Collected data entries
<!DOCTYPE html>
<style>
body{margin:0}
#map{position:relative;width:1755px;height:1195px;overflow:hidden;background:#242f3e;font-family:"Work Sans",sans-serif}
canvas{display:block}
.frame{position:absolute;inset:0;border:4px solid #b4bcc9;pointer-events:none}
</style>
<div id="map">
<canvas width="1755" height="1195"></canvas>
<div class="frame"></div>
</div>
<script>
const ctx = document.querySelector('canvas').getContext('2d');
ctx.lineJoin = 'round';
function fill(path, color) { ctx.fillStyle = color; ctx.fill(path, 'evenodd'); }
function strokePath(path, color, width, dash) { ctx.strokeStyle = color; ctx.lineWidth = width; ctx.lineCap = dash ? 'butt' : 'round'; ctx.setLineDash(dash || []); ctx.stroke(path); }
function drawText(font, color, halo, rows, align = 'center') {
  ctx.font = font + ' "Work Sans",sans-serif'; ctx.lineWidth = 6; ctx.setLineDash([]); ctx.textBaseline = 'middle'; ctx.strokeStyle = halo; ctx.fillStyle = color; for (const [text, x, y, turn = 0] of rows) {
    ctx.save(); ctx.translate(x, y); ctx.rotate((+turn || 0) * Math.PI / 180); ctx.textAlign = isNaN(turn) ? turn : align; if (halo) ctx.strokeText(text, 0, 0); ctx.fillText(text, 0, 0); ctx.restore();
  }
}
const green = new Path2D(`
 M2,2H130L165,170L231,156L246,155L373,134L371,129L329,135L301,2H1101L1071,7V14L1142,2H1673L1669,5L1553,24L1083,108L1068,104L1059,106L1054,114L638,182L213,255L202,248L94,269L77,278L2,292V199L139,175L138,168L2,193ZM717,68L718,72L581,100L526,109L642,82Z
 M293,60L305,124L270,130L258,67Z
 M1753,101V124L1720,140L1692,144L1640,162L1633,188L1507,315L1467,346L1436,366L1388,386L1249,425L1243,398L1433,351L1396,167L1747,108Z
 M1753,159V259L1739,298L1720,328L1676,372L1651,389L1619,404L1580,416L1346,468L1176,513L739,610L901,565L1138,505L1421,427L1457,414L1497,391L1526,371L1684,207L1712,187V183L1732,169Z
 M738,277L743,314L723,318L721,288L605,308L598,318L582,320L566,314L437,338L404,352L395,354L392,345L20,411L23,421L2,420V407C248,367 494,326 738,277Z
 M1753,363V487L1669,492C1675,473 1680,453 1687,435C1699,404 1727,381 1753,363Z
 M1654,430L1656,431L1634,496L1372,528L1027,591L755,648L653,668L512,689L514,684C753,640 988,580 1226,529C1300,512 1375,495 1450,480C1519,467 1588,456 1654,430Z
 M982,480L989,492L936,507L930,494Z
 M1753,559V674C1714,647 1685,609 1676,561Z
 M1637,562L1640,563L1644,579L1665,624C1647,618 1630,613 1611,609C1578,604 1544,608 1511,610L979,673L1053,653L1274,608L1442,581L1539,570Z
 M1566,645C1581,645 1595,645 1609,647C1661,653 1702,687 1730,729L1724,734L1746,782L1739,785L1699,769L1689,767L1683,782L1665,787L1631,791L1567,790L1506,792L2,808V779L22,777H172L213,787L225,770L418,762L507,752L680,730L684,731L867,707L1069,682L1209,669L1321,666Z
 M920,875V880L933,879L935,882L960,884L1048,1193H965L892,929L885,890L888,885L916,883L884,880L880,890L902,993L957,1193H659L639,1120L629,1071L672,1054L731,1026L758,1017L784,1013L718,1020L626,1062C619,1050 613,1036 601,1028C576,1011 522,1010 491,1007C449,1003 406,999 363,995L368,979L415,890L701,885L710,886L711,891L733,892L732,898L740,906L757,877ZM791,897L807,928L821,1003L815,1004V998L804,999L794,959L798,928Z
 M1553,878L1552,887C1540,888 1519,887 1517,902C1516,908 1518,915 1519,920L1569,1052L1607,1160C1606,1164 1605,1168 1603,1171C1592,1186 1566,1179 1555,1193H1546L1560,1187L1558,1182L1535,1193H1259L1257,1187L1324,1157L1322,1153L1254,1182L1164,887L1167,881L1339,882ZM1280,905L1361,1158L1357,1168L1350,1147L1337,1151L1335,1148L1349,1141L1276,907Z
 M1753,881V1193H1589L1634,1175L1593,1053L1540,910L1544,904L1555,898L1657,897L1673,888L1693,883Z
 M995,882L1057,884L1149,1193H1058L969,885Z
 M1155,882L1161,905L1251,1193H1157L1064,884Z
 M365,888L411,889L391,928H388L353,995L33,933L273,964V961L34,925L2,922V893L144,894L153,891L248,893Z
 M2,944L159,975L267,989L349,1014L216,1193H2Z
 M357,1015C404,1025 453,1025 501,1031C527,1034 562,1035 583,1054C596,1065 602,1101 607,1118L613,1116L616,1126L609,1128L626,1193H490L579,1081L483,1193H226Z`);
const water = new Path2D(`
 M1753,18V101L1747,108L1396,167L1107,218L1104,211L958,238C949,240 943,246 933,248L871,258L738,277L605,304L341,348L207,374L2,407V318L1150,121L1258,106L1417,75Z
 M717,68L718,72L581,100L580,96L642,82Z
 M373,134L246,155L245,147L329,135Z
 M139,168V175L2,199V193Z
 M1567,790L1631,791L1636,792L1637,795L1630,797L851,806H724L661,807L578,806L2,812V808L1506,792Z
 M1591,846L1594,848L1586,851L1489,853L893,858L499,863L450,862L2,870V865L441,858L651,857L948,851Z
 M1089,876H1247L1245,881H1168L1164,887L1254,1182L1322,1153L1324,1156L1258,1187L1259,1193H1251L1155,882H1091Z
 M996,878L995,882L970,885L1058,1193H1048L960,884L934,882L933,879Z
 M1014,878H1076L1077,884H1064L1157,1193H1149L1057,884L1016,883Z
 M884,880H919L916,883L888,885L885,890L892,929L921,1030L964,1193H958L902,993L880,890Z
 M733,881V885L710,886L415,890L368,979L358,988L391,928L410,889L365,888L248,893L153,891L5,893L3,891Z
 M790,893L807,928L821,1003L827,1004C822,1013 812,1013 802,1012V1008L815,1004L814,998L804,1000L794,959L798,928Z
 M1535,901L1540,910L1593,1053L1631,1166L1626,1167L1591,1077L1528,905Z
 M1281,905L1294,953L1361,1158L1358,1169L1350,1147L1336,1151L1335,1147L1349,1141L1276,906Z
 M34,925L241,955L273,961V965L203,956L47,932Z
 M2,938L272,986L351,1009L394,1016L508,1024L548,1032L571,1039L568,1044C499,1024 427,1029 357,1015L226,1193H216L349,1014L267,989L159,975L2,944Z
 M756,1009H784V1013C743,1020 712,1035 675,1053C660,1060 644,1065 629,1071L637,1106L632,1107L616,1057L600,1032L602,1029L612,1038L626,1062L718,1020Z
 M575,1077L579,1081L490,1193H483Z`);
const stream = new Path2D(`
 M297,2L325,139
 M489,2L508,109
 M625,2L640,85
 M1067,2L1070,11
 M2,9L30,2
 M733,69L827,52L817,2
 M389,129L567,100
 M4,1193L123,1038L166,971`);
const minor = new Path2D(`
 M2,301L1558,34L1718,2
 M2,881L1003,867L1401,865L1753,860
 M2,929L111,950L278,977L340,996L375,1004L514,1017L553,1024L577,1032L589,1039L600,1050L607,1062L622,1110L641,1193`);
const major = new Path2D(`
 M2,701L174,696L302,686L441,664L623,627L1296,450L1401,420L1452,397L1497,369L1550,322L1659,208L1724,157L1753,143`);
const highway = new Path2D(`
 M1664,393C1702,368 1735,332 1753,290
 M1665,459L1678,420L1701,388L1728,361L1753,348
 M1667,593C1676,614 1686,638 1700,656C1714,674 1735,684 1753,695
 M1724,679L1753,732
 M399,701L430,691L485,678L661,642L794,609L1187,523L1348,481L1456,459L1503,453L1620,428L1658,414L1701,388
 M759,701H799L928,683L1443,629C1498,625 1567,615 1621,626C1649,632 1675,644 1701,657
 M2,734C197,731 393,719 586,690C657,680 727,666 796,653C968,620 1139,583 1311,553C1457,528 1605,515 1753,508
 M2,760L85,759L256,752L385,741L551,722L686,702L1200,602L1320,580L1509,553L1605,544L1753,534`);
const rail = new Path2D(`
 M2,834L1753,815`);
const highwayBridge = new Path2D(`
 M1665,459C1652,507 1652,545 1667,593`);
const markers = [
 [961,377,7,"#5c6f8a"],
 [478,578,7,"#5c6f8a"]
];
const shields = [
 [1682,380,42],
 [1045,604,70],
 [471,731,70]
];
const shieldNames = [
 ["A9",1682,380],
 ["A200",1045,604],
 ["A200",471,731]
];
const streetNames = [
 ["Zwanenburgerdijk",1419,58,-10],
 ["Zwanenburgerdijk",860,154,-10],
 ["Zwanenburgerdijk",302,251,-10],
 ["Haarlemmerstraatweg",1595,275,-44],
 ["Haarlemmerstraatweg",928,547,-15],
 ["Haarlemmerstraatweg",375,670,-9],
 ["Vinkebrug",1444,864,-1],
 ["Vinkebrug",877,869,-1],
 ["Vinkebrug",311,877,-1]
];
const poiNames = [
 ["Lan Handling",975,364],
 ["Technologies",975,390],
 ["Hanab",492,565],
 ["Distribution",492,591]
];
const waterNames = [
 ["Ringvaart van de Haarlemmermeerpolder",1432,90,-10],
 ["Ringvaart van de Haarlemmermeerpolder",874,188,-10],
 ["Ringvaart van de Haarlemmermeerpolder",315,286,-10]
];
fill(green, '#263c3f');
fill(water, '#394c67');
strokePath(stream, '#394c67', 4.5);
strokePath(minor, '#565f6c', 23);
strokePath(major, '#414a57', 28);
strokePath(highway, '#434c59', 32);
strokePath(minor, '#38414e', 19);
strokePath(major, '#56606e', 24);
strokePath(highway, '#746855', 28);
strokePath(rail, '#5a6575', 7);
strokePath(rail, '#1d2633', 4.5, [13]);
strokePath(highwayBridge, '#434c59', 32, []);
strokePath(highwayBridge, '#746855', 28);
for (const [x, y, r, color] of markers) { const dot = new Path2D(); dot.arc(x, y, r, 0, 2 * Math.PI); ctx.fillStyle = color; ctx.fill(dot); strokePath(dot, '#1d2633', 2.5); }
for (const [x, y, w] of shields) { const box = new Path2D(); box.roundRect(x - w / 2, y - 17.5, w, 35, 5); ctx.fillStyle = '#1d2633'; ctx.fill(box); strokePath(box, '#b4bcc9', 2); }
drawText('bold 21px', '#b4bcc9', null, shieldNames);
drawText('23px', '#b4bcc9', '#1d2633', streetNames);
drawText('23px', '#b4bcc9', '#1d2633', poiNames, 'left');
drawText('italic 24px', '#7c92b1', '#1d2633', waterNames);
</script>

### PROBLEM TO WORK ON
Locate the word "align" in the records and collect each line it appears in.

### ANSWER FOR THIS EXERCISE
function drawText(font, color, halo, rows, align = 'center') {
    ctx.save(); ctx.translate(x, y); ctx.rotate((+turn || 0) * Math.PI / 180); ctx.textAlign = isNaN(turn) ? turn : align; if (halo) ctx.strokeText(text, 0, 0); ctx.fillText(text, 0, 0); ctx.restore();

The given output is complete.